Merge pull request #745 from shivaram/loss-update-fix

Remove duplicate loss history in Gradient Descent

Merge pull request #745 from shivaram/loss-update-fix
1e1ffb19 · atalwalkar · 207548b6 · 3ca9faa3 · 1e1ffb19 · 1e1ffb19
Commit 1e1ffb19 authored 11 years ago by atalwalkar
--- a/mllib/src/main/scala/spark/mllib/classification/LogisticRegression.scala
+++ b/mllib/src/main/scala/spark/mllib/classification/LogisticRegression.scala
@@ -151,7 +151,6 @@ object LogisticRegressionLocalRandomSGD {
      input: RDD[(Int, Array[Double])],
      numIterations: Int,
      stepSize: Double,
-
      miniBatchFraction: Double,
      initialWeights: Array[Double])
    : LogisticRegressionModel =
@@ -174,7 +173,6 @@ object LogisticRegressionLocalRandomSGD {
      input: RDD[(Int, Array[Double])],
      numIterations: Int,
      stepSize: Double,
-
      miniBatchFraction: Double)
    : LogisticRegressionModel =
  {
@@ -195,8 +193,7 @@ object LogisticRegressionLocalRandomSGD {
  def train(
      input: RDD[(Int, Array[Double])],
      numIterations: Int,
-      stepSize: Double
-      )
+      stepSize: Double)
    : LogisticRegressionModel =
  {
    train(input, numIterations, stepSize, 1.0)
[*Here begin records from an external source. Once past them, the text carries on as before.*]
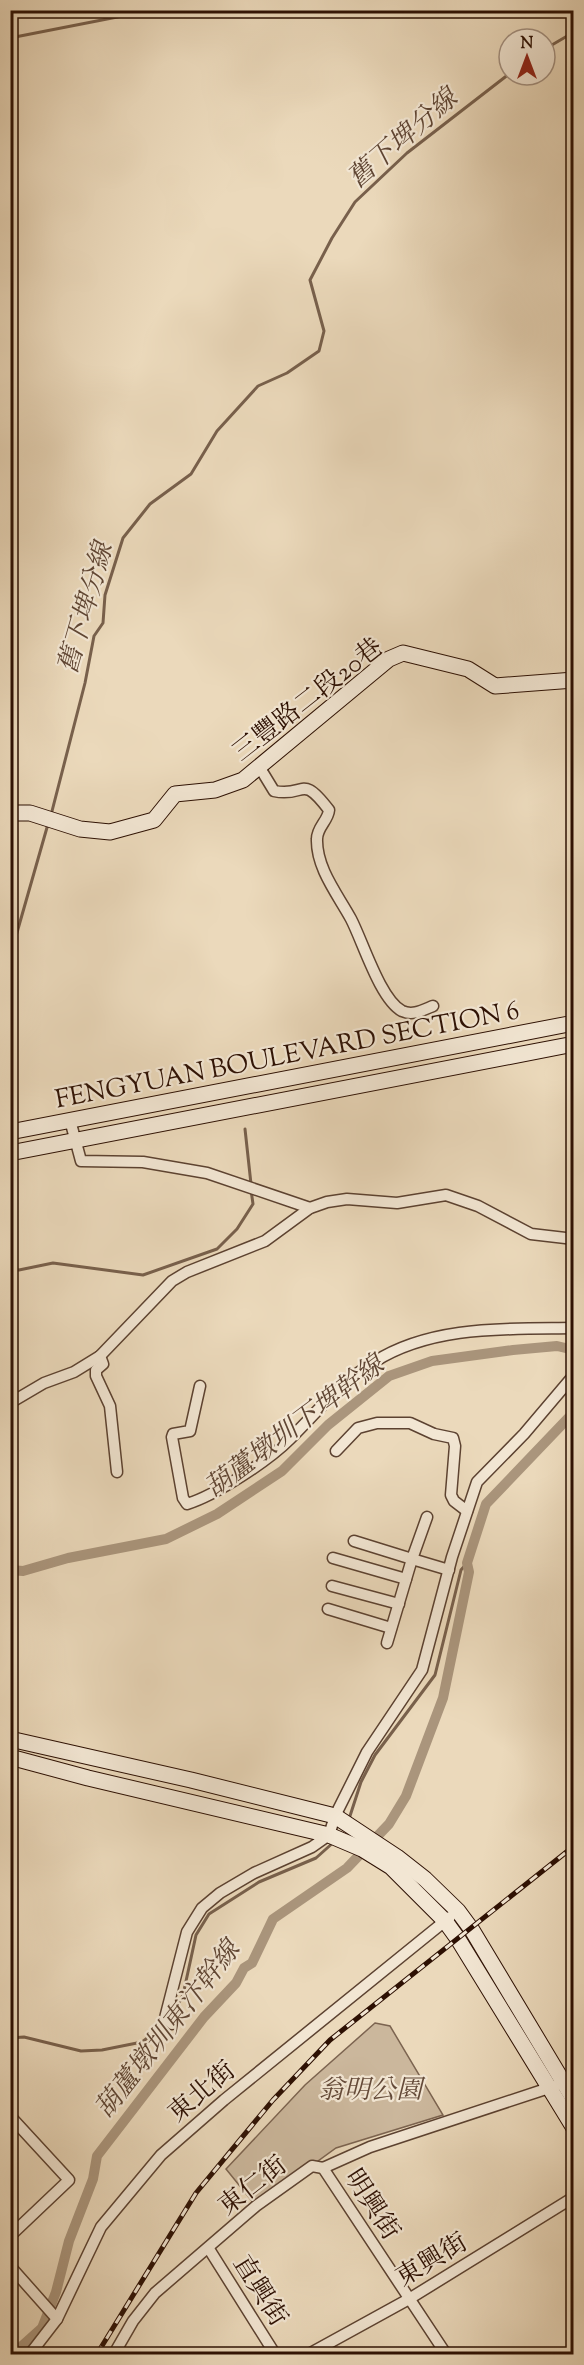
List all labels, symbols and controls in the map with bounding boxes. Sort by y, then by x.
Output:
north arrow [497,27,557,87]
text: N [521,33,534,56]
water label: 舊下埤分線 [340,79,470,199]
water label: 舊下埤分線 [50,536,126,679]
street label: 三豐路二段20巷 [225,630,392,772]
street label: FENGYUAN BOULEVARD SECTION 6 [52,993,523,1120]
water label: 葫蘆墩圳下埤幹線 [198,1346,396,1509]
water label: 葫蘆墩圳東汴幹線 [87,1931,253,2128]
street label: 東北街 [161,2054,244,2132]
park label: 翁明公園 [318,2073,426,2110]
street label: 東仁街 [211,2148,296,2226]
street label: 明興街 [334,2163,408,2248]
street label: 東興街 [389,2225,475,2297]
street label: 直興街 [223,2248,295,2334]

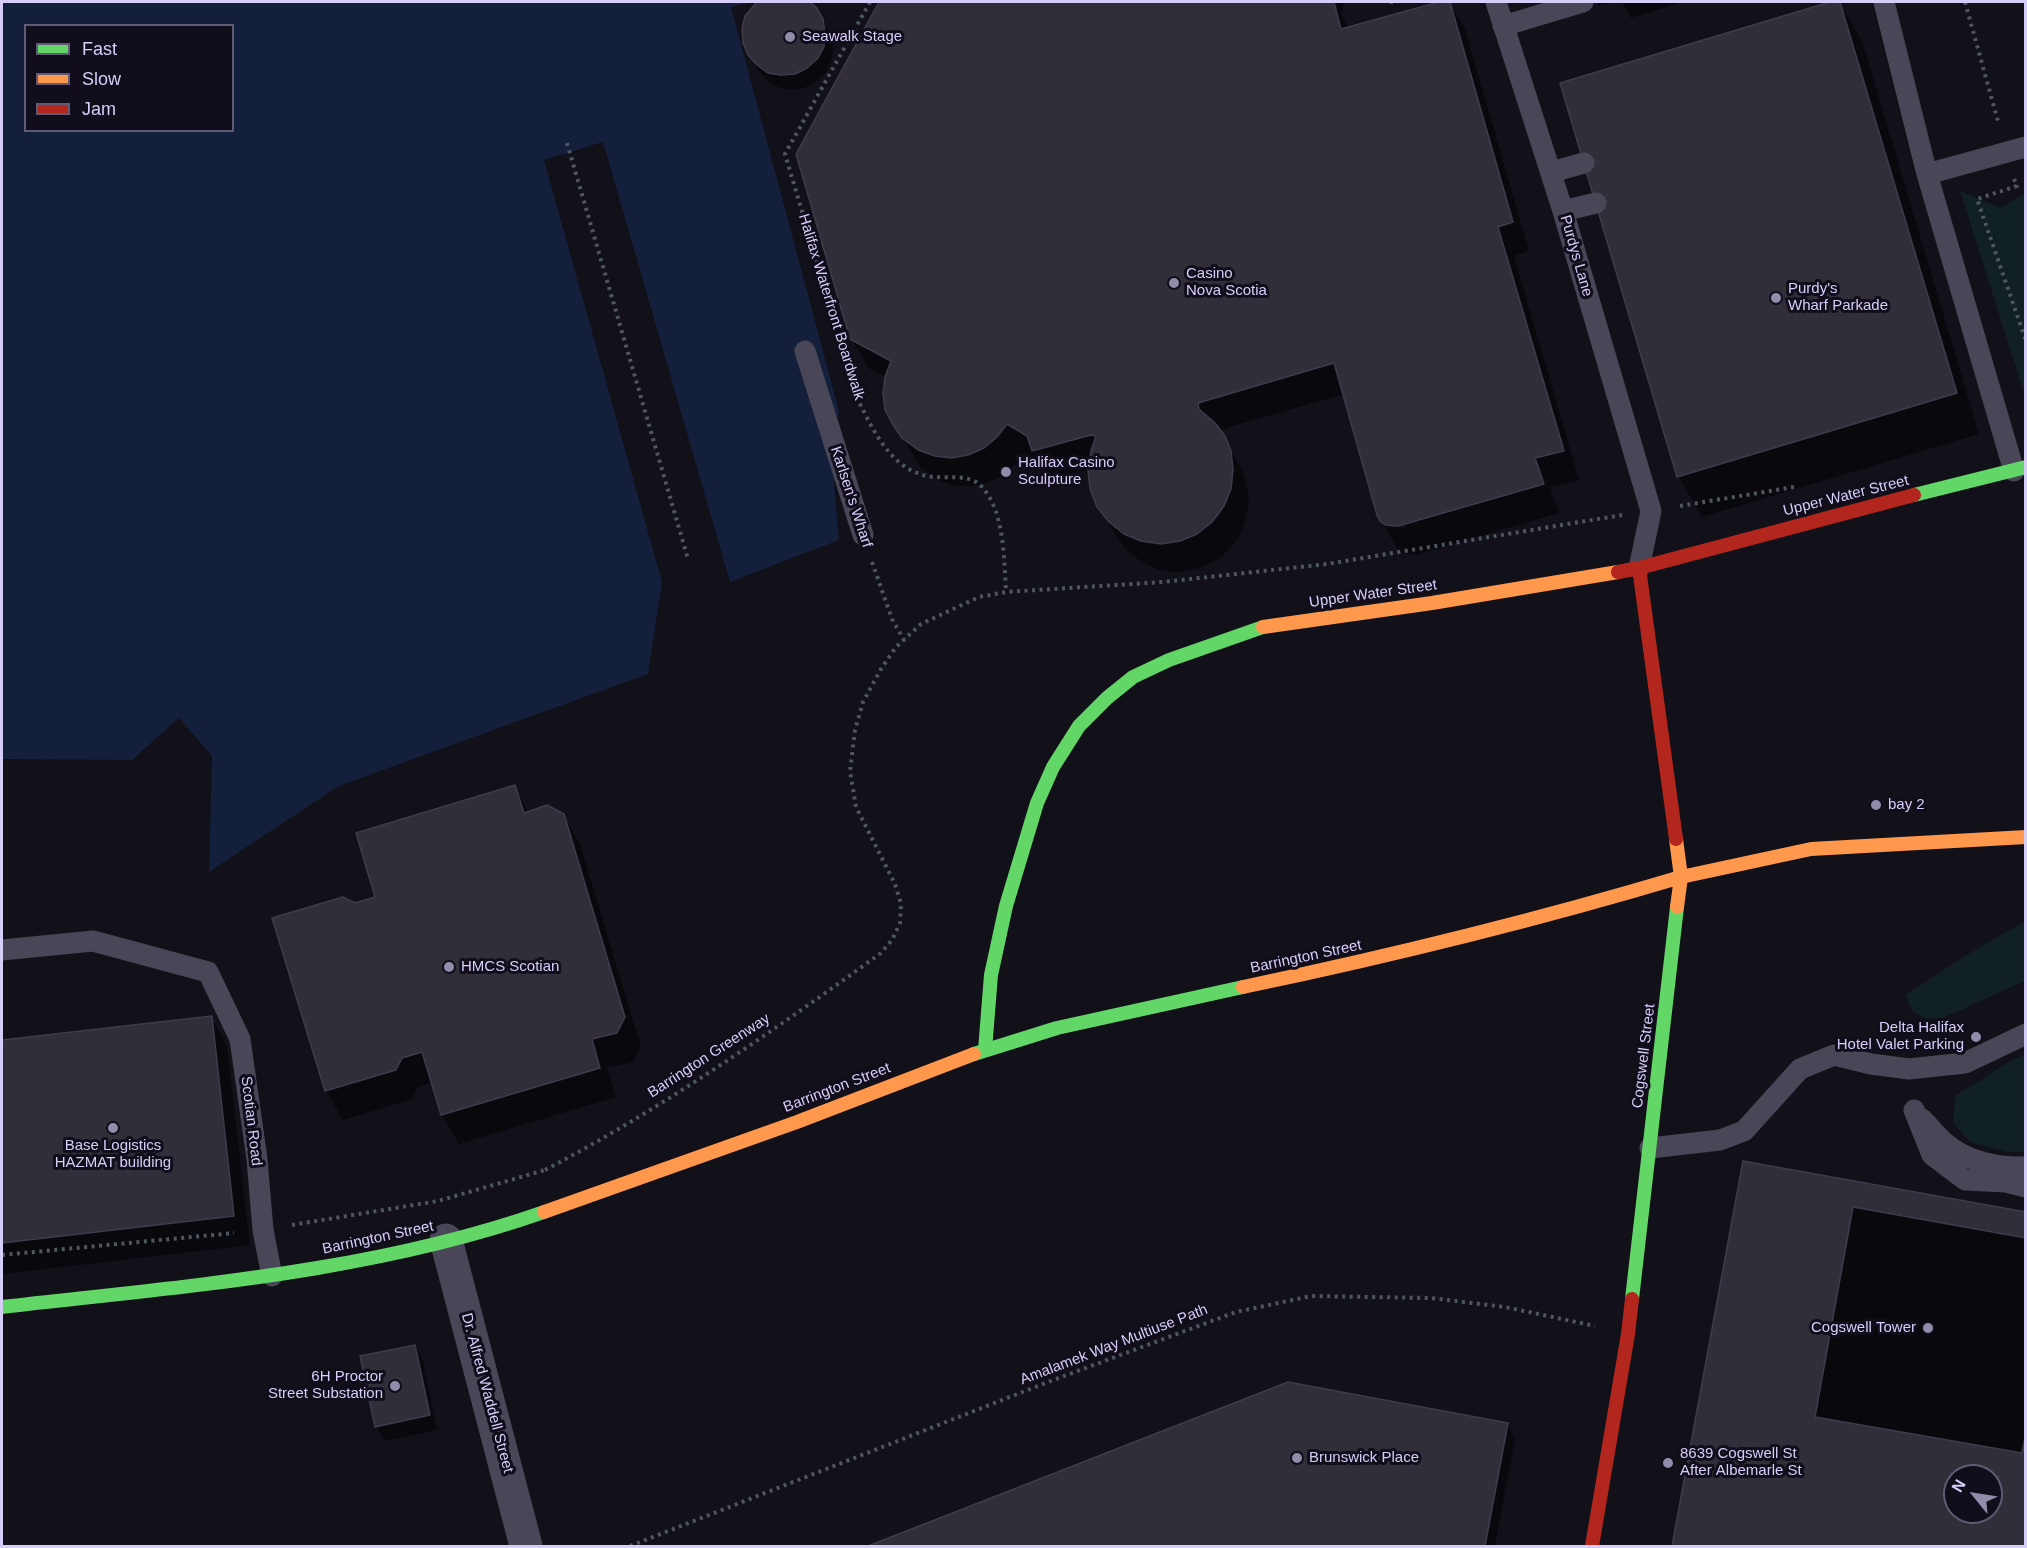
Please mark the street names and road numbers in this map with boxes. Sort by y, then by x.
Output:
street label: Halifax Waterfront Boardwalk [794,212,868,402]
street label: Purdys Lane [1556,213,1596,299]
street label: Karlsen's Wharf [826,444,876,550]
street label: Upper Water Street [1781,472,1911,520]
street label: Upper Water Street [1308,576,1438,612]
street label: Barrington Street [1249,936,1363,978]
street label: Cogswell Street [1629,1003,1659,1109]
street label: Barrington Greenway [645,1010,773,1102]
street label: Barrington Street [781,1059,893,1117]
street label: Scotian Road [237,1075,265,1167]
street label: Barrington Street [321,1217,435,1259]
street label: Amalamek Way Multiuse Path [1018,1301,1210,1389]
street label: Dr. Alfred Waddell Street [457,1311,517,1475]

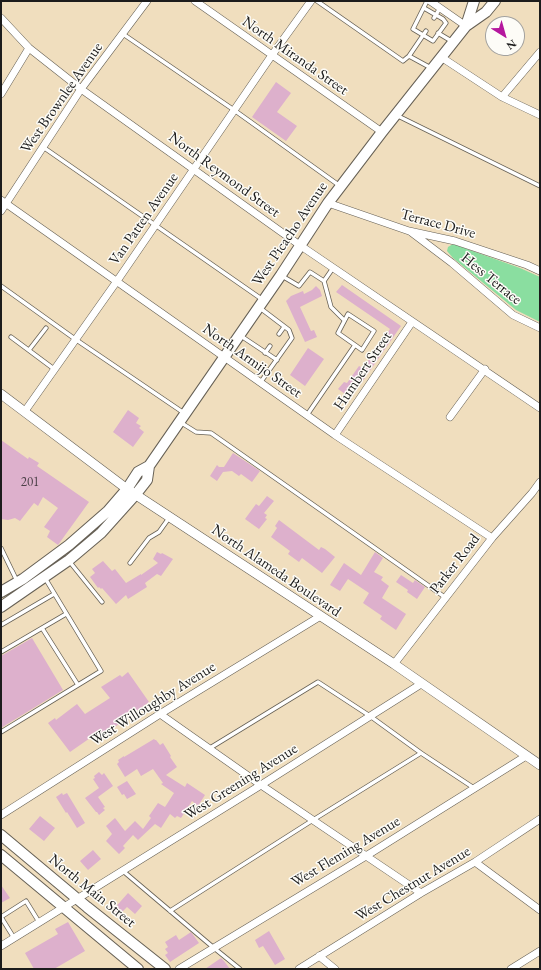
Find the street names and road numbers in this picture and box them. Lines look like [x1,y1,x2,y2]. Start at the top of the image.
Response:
street label: North Miranda Street [238,13,352,99]
street label: West Brownlee Avenue [17,39,107,157]
street label: North Reymond Street [165,129,283,221]
street label: Van Patten Avenue [106,170,182,268]
street label: West Picacho Avenue [248,178,332,290]
street label: Terrace Drive [398,205,478,243]
street label: Hess Terrace [457,249,525,309]
street label: North Armijo Street [199,320,305,402]
street label: Humbert Street [330,328,396,414]
street label: North Alameda Boulevard [208,521,344,621]
street label: Parker Road [426,531,484,597]
street label: West Willoughby Avenue [87,658,219,750]
street label: West Greening Avenue [181,740,301,824]
street label: West Fleming Avenue [288,812,404,892]
street label: West Chestnut Avenue [352,843,474,925]
street label: North Main Street [45,850,139,932]

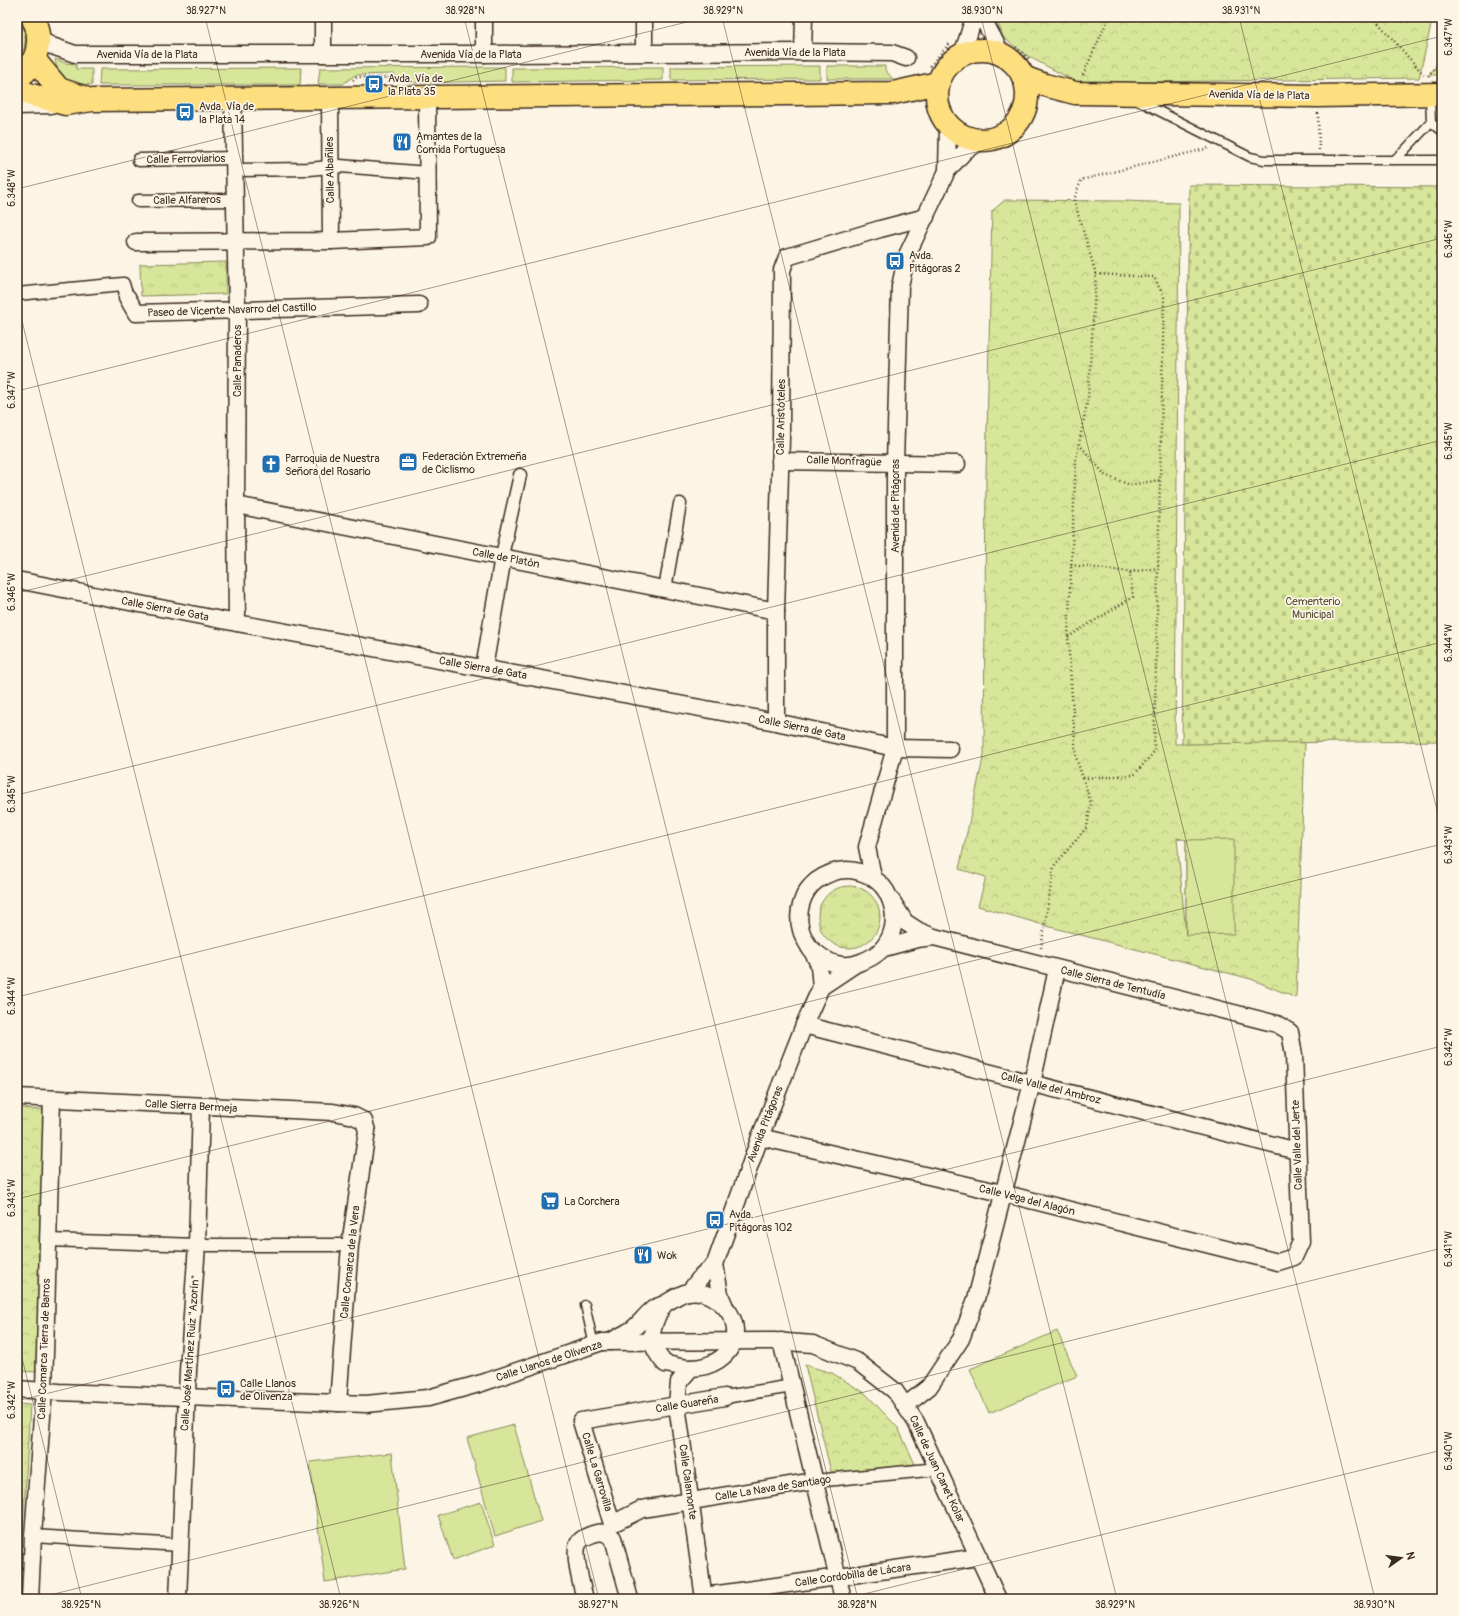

--- a/mllib/src/main/scala/spark/mllib/optimization/GradientDescent.scala
+++ b/mllib/src/main/scala/spark/mllib/optimization/GradientDescent.scala
@@ -61,7 +61,7 @@ object GradientDescent {

    // Initialize weights as a column vector
    var weights = new DoubleMatrix(initialWeights.length, 1, initialWeights:_*)
-    var reg_val = 0.0
+    var regVal = 0.0

    for (i <- 1 to numIters) {
      val (gradientSum, lossSum) = data.sample(false, miniBatchFraction, 42+i).map {
@@ -71,15 +71,14 @@ object GradientDescent {
          (grad, loss)
      }.reduce((a, b) => (a._1.addi(b._1), a._2 + b._2))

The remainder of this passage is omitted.